Gli assurdi manifesti contro l’aborto in Russia si incrociano con la campagna bellica in corso, la c.d. “Operazione Speciale” regalandoci un quadro assai desolante. Comincia tutto da una segnalazione inoltrataci su Twitter relativa ad un assurdo manifesto.
Abbiamo quindi seguito il bianconiglio fino a raggiungere dapprima il gruppo Telegram (su accesso agli iscritti) dove è stato trovato, per poi raggiungere una raccolta in lingua russa dei manifesti.
Quello che abbiamo visto è uno scenario desolante.
Il primo poster che abbiamo visto, e apparentemente il più recente, potrebbe essere usato come propaganda “inversa”, ovvero contro le eccezioni “provita” alla base dello stesso.
Una donna incinta viene infatti legata ad un milite armato col simbolo della Z Russa e le seguenti assurde didascalie
Proteggimi oggi perché possa proteggere te domani
L’aborto non è una questione di coscienza ma un omicidio
Questo poster risale ad Aprile 2023, ma già in tempi precedenti al conflitto in Ucraina, nel 2021 un simile manifesto con la stessa identica didascalia era stato avvistato in quel di Russia.
Apparentemente l’operazione speciale ha solo aumentato la fame di soldati. Così tanto da incrementare il numero dei poster e legarli all’operazione Speciale.
Arrivando a “criminalizzare” l’aborto in modo da consentire ai feti di diventare neonati, crescere e andare a morire in Ucraina o tornare a casa menomati dalla guerra.
La sintesi di una perdurante campagna contro l’aborto e i fuochi della guerra compare in un assurdo manifesto di Marzo.

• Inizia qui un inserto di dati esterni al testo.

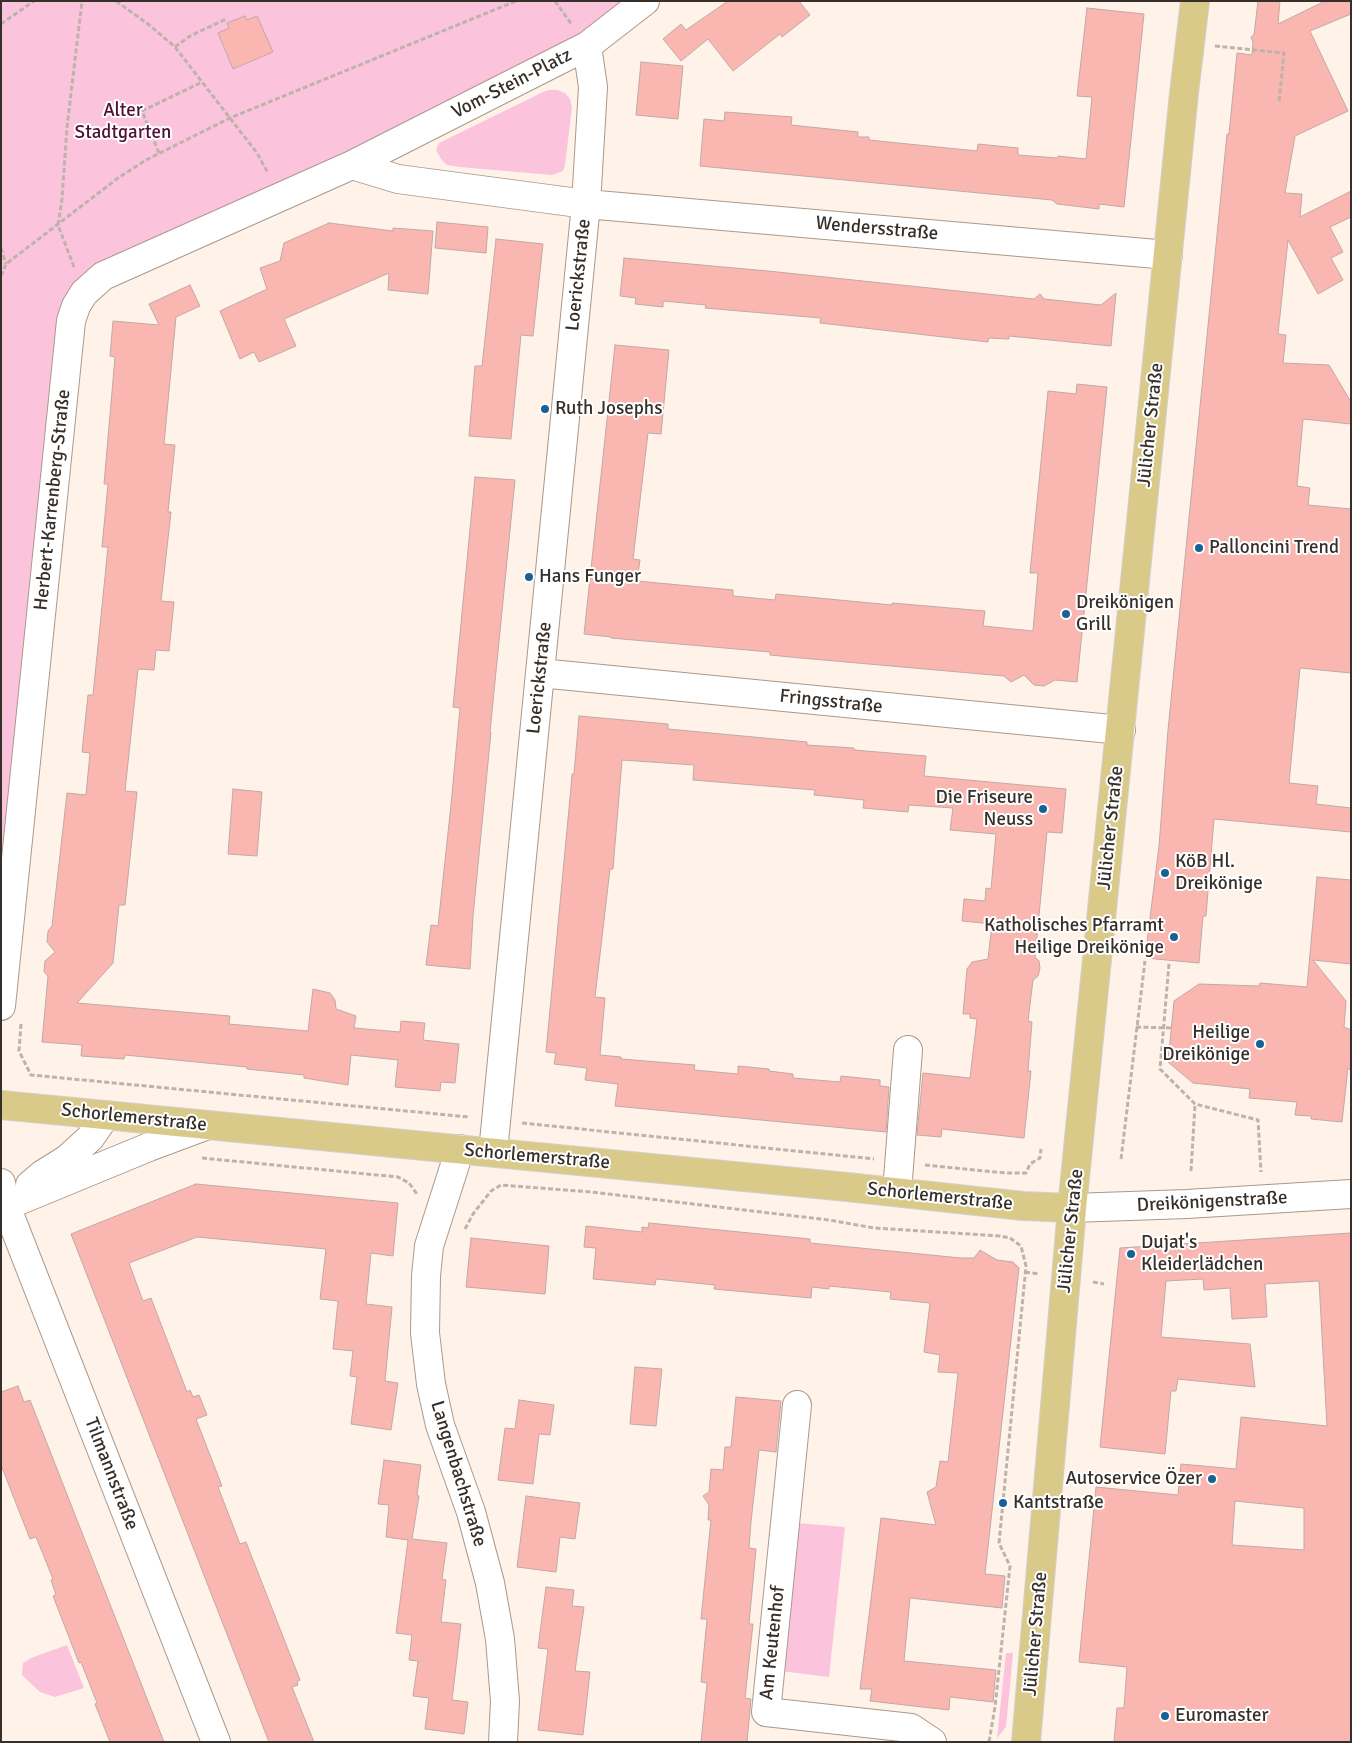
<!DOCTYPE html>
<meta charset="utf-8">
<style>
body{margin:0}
#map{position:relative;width:1352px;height:1743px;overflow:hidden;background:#fff2e9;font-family:Signika,sans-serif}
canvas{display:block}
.frame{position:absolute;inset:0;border:2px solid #37302a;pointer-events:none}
</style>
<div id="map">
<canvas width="1352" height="1743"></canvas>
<div class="frame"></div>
</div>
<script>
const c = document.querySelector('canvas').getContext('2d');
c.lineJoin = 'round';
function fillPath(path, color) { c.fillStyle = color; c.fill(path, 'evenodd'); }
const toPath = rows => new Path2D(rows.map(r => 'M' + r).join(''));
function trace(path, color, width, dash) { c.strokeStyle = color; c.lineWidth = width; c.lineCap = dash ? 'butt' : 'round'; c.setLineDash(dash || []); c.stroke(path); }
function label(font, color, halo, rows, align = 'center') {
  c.font = font + ' Signika,sans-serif'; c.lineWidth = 4; c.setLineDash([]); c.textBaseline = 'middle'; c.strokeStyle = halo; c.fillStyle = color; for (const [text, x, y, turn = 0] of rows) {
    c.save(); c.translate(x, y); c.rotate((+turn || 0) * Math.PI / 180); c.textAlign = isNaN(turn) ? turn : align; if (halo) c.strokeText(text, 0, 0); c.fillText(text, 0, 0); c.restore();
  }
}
fillPath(toPath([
 [1,1,634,1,601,27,320,169,83,277,1,893],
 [549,90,557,90,565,93,570,99,572,107,565,165,563,171,552,175,460,167,447,165,441,159,436,150,439,143,543,92],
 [797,1523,845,1527,829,1677,781,1671],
 [67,1645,84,1688,55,1697,40,1692,22,1675,23,1663,31,1658],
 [1006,1653,1013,1653,1006,1727,997,1738]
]), '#fcc3dc');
const building = toPath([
 [728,1,799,1,810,15,782,37,780,34,733,71,708,39,681,61,663,39,681,24,686,30,728,1],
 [1258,1,1280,1,1278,24,1325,1,1351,1,1351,14,1310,31,1348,111,1295,136,1285,193,1302,194,1300,217,1351,191,1351,217,1330,227,1343,252,1331,258,1343,280,1318,294,1288,240,1278,334,1286,335,1283,363,1329,365,1351,402,1351,424,1303,419,1297,486,1310,488,1308,505,1351,509,1351,673,1300,668,1289,783,1318,786,1316,804,1351,808,1351,832,1214,819,1206,916,1203,916,1199,963,1145,958,1159,846,1168,730,1227,134,1229,134,1237,53,1252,55,1253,42,1251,37,1254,35,1258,1],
 [1087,8,1144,14,1124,207,1099,204,1099,209,1057,204,1052,200,700,166,704,119,724,121,725,112,792,117,791,125,858,132,858,137,869,137,869,140,977,151,978,144,1018,148,1018,155,1057,158,1058,156,1086,159,1092,97,1077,96,1087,8],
 [245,16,247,20,257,16,273,52,233,69,218,33,229,28,227,23,245,16],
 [641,62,683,66,678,119,636,115,641,62],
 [437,222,488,227,486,253,435,248,437,222],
 [329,223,393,231,393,228,433,231,428,294,388,290,389,273,284,319,296,346,259,362,254,352,240,359,220,311,267,289,260,268,280,261,284,243,329,223],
 [496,239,543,244,533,336,521,335,511,439,469,436,475,366,482,366,496,239],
 [624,258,768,271,1034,299,1040,294,1044,299,1101,305,1116,293,1111,346,1009,336,1009,339,989,338,988,342,820,323,821,318,705,308,706,305,663,301,663,307,635,304,636,298,620,296,624,258],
 [190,285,200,306,176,317,164,444,175,445,168,512,171,512,161,601,174,602,169,651,156,650,154,670,138,669,125,791,137,792,125,905,119,905,113,963,77,1003,230,1016,229,1024,308,1031,313,989,330,993,335,1000,336,1009,356,1016,354,1028,400,1032,401,1021,425,1023,423,1040,459,1044,455,1083,441,1082,440,1091,395,1087,398,1060,351,1055,348,1085,304,1078,304,1075,247,1069,247,1067,125,1055,124,1059,81,1056,82,1045,42,1042,48,976,44,972,45,961,55,952,47,942,48,931,52,926,53,917,67,793,86,795,90,753,82,752,85,723,88,695,93,695,108,547,102,547,108,484,104,484,115,357,110,356,113,321,159,325,149,304,190,285],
 [615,345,669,350,661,434,648,433,633,559,640,560,637,581,733,590,733,596,775,600,776,594,892,605,892,603,985,611,983,626,1033,631,1038,573,1030,573,1048,391,1076,394,1077,384,1107,387,1077,682,1055,680,1044,686,1034,685,1024,675,1011,682,1004,676,801,658,770,655,770,652,611,638,611,637,584,634,615,345],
 [475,477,515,480,490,732,491,732,473,916,470,969,426,965,431,925,438,926,451,805,460,708,453,707,475,477],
 [579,716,668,724,668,729,807,742,807,745,854,748,854,750,926,756,924,776,1066,789,1062,833,1047,832,1035,957,1039,961,1040,968,1038,976,1033,980,1028,1021,1032,1022,1028,1071,1031,1071,1024,1138,942,1129,941,1137,917,1135,923,1073,970,1078,977,1019,970,1018,970,1014,963,1014,967,969,972,962,988,959,992,924,962,921,964,899,985,901,986,888,991,889,996,834,950,830,953,808,909,805,908,812,863,808,864,800,814,795,815,790,693,780,694,765,622,760,613,869,610,869,595,997,605,998,600,1055,621,1057,621,1059,695,1065,694,1070,738,1074,738,1066,769,1069,769,1071,793,1074,793,1078,840,1082,841,1076,880,1080,880,1086,889,1087,886,1132,615,1106,618,1084,585,1080,587,1068,554,1064,556,1053,546,1052,571,787,572,774,574,774,579,716],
 [233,789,262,792,257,856,228,854,233,789],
 [1317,877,1351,880,1351,964,1313,960,1346,1001,1344,1027,1351,1030,1351,1071,1348,1068,1342,1122,1311,1119,1311,1116,1295,1115,1297,1102,1249,1098,1250,1089,1193,1083,1168,1062,1174,1001,1199,984,1259,986,1260,983,1307,987,1317,877],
 [196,1184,398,1203,393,1256,371,1253,366,1304,392,1307,385,1381,398,1383,391,1430,351,1424,357,1377,350,1376,353,1351,333,1349,338,1301,320,1299,326,1249,197,1237,129,1263,143,1301,151,1298,187,1392,190,1390,193,1397,199,1395,207,1415,196,1419,222,1486,218,1487,240,1544,246,1542,300,1680,297,1682,298,1685,292,1687,314,1742,269,1742,71,1234,196,1184],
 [649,1223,810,1239,810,1243,961,1258,974,1258,980,1250,997,1260,1013,1262,1019,1268,985,1574,1005,1576,1002,1608,910,1598,904,1661,996,1670,993,1702,950,1697,949,1710,870,1701,872,1689,860,1689,881,1518,936,1525,927,1492,936,1487,940,1461,948,1462,958,1373,938,1372,940,1355,924,1352,930,1303,890,1299,891,1292,829,1286,829,1289,812,1287,811,1298,714,1289,715,1285,656,1279,655,1285,593,1279,596,1248,584,1247,586,1226,642,1232,642,1227,648,1228,649,1223],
 [1351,1233,1351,1742,1114,1742,1117,1708,1124,1708,1127,1667,1079,1662,1096,1487,1178,1495,1181,1464,1236,1469,1241,1417,1327,1426,1319,1281,1265,1284,1267,1317,1232,1319,1230,1288,1204,1290,1203,1279,1166,1281,1161,1337,1250,1344,1255,1387,1178,1379,1176,1391,1171,1391,1165,1454,1100,1447,1120,1248,1351,1233],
 [1235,1501,1304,1508,1304,1550,1232,1545,1235,1501],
 [471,1238,549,1246,545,1294,466,1287,471,1238],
 [635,1367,662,1369,656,1426,630,1424,635,1367],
 [18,1386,24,1402,30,1400,164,1742,110,1742,95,1704,97,1703,81,1662,79,1663,53,1596,56,1595,51,1580,53,1579,36,1537,30,1539,1,1465,1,1392,18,1386],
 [736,1397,781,1401,776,1452,759,1450,751,1522,749,1548,756,1549,749,1624,753,1624,745,1698,751,1699,747,1742,701,1742,707,1683,701,1682,707,1619,701,1619,711,1520,708,1520,709,1505,703,1496,709,1492,711,1469,723,1470,725,1447,731,1447,736,1397],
 [519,1400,554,1405,550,1435,539,1434,533,1484,498,1480,505,1428,515,1429,519,1400],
 [384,1460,421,1465,417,1495,419,1496,412,1539,447,1543,442,1579,446,1580,441,1622,461,1624,452,1700,468,1702,464,1734,425,1729,429,1698,413,1696,418,1661,409,1660,412,1635,396,1633,408,1540,386,1537,389,1505,378,1504,384,1460],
 [526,1496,580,1503,575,1539,560,1537,556,1572,517,1567,526,1496],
 [546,1587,574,1590,572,1606,584,1607,575,1671,590,1672,583,1735,538,1730,548,1649,538,1648,546,1587]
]);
fillPath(building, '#fab7b1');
trace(building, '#c2a8a5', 1);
const minor = toPath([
 [352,165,398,179,586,204,1168,255],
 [540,673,1121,730],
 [1,1006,71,321,76,306,84,293,103,276,352,165,587,46,645,1],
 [460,1149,429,1246,426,1276,425,1333,431,1384,440,1425,471,1512,490,1583,500,1639,505,1701,503,1742],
 [493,1152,586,204,593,87,587,46],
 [1,1183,6,1206,216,1742],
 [30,1185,43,1174,67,1159,90,1138,106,1115],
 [897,1192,908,1050],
 [1,1208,149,1147,208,1125],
 [1072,1208,1187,1204,1351,1194],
 [797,1405,766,1712,911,1728,932,1742]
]);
const major = toPath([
 [1,1105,847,1187,1023,1206,1072,1208],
 [1026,1742,1072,1208,1184,93,1195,1]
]);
trace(minor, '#ab998a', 30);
trace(major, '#d3d1d0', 30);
trace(toPath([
 [116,1,148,24,175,47,257,153,268,173],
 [555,1,572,25],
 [1,24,34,1],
 [1215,46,1284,53,1279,102],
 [175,47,190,36,226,19],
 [159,153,142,111,202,82],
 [1,248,6,264],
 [74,267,58,225,62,199,67,127,82,1],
 [1,276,6,264,118,178,146,160,230,118,516,1],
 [1169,964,1160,1069,1195,1104,1258,1120,1261,1172],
 [21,1024,19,1051,31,1075,469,1117],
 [1136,1027,1171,1028],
 [522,1123,874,1159],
 [202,1158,398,1177,409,1183,417,1194],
 [1121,1159,1145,961],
 [925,1165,1006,1173,1026,1173,1030,1164,1040,1158,1041,1149],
 [1191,1171,1195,1104],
 [465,1229,473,1214,491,1191,501,1185,591,1192,829,1220,874,1228,1000,1236,1010,1238,1021,1246,1026,1266,999,1543,1010,1566,995,1707,989,1742],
 [1025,1272,1039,1274],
 [1093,1282,1104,1284]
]), '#beb3ab', 3, [5, 2.5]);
trace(minor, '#fff', 28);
trace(major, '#daca89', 28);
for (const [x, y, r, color] of [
 [545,409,5,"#186195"],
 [1199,548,5,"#186195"],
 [529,577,5,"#186195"],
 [1066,614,5,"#186195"],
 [1043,809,5,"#186195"],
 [1165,873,5,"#186195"],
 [1174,937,5,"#186195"],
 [1260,1044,5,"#186195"],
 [1131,1254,5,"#186195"],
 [1212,1479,5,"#186195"],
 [1003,1503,5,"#186195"],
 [1165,1716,5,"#186195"]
]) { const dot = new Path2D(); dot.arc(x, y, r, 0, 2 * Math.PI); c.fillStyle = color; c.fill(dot); trace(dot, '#fff', 2); }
label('19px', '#37302a', '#fff', [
 ["Vom-Stein-Platz",512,84,-27],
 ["Wendersstraße",877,229,5],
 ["Loerickstraße",579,275,-84],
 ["Jülicher Straße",1151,425,-84],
 ["Herbert-Karrenberg-Straße",53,500,-84],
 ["Loerickstraße",540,678,-84],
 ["Fringsstraße",831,702,6],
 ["Jülicher Straße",1111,828,-84],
 ["Schorlemerstraße",134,1118,6],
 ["Schorlemerstraße",537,1157,5],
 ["Schorlemerstraße",940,1197,6],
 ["Dreikönigenstraße",1212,1202,-3],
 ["Jülicher Straße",1071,1231,-84],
 ["Tilmannstraße",111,1474,69],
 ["Langenbachstraße",458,1474,73],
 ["Jülicher Straße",1036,1634,-85],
 ["Am Keutenhof",773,1643,-84]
]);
label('19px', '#500f34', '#fff', [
 ["Alter",123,111],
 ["Stadtgarten",123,133]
]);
label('19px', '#37302a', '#fff', [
 ["Ruth Josephs",555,409],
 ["Palloncini Trend",1209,548],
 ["Hans Funger",539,577],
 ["Dreikönigen",1076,603],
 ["Grill",1076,625],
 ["Die Friseure",1033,798,"right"],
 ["Neuss",1033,820,"right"],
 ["KöB Hl.",1175,862],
 ["Dreikönige",1175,884],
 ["Katholisches Pfarramt",1164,926,"right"],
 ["Heilige Dreikönige",1164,948,"right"],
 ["Heilige",1250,1033,"right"],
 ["Dreikönige",1250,1055,"right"],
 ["Dujat's",1141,1243],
 ["Kleiderlädchen",1141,1265],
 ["Autoservice Özer",1202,1479,"right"],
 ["Kantstraße",1013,1503],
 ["Euromaster",1175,1716]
], 'left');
</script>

Uno nel quale la frase “L’aborto è omicidio” si attinge nuovamente all’immagine di un nerboruto soldato ipervirile postsovietico mandato a sterminare gli Ucraini e il messaggio nazionalista “Noi non abbandoniamo il nostro popolo”, usato in chiave propagandistica per cercare di descrivere l’invasione Ucraina come una “Operazione speciale di liberazione delle repubbliche separatiste”.
Cosa che apparentemente diventa legata all’aborto.
Nonostante tecnicamente l’aborto in Russia sia legale, negli ultimi anni il declino demografico della popolazione ha portato a tentativi di invertire il declino demografico abbattendo il numero degli aborti entro il 2025.
Le misure approvate nel 2021 si prefiggevano mediante l’intervento di consultori e assistenza di rinforzare i valori della famiglia e dissuadere almeno l’ottanta per cento delle puerpere che considerano l’aborto a portare la gravidanza a termine.
Per quanto il declino demografico costante e sempre più marcato in Russia sia non solo stato accelerato dalla guerra, ma ci ha regalato perle come improbabili tentativi di proporre spot di agenzie matrimoniali sino-russe perché le donne russe grazie al “seme” cinese riportino figli alla madrepatria, lo stesso ha anche evidentemente comportato una stretta di fatto sull’aborto.
Nel triennio 2020-23, considerando la pandemia, la guerra e la fuga in seguito alla mobilitazione parziale annunciata da Vladimir Putin, la Russia ha perso fra 1,9 e 2,8 milioni di persone oltre al suo normale deterioramento demografico, ci riporta il Corriere del Ticino, con netto incremento rispetto ai primi del duemila, quando la popolazione del Paese calava di circa 500 mila unità all’anno.
Il che si innesta in una lotta alla “cultura dell’aborto”, già descritto da conservatori locali come una minaccia per la prosperità della Russia. A onor del vero va rivelato che ad esempio Foreign Policy denuncia un vasto ricorso all’aborto giustificato da una scarsa attenzione alla contraccezione.
Da un eccesso all’altro insomma: ma combattere l’aborto invitando le madri a mandare i figli a morire in guerra appena maggiorenni non risolve il problema della popolazione. Ne rimanda giusto la riduzione ad un momento successivo.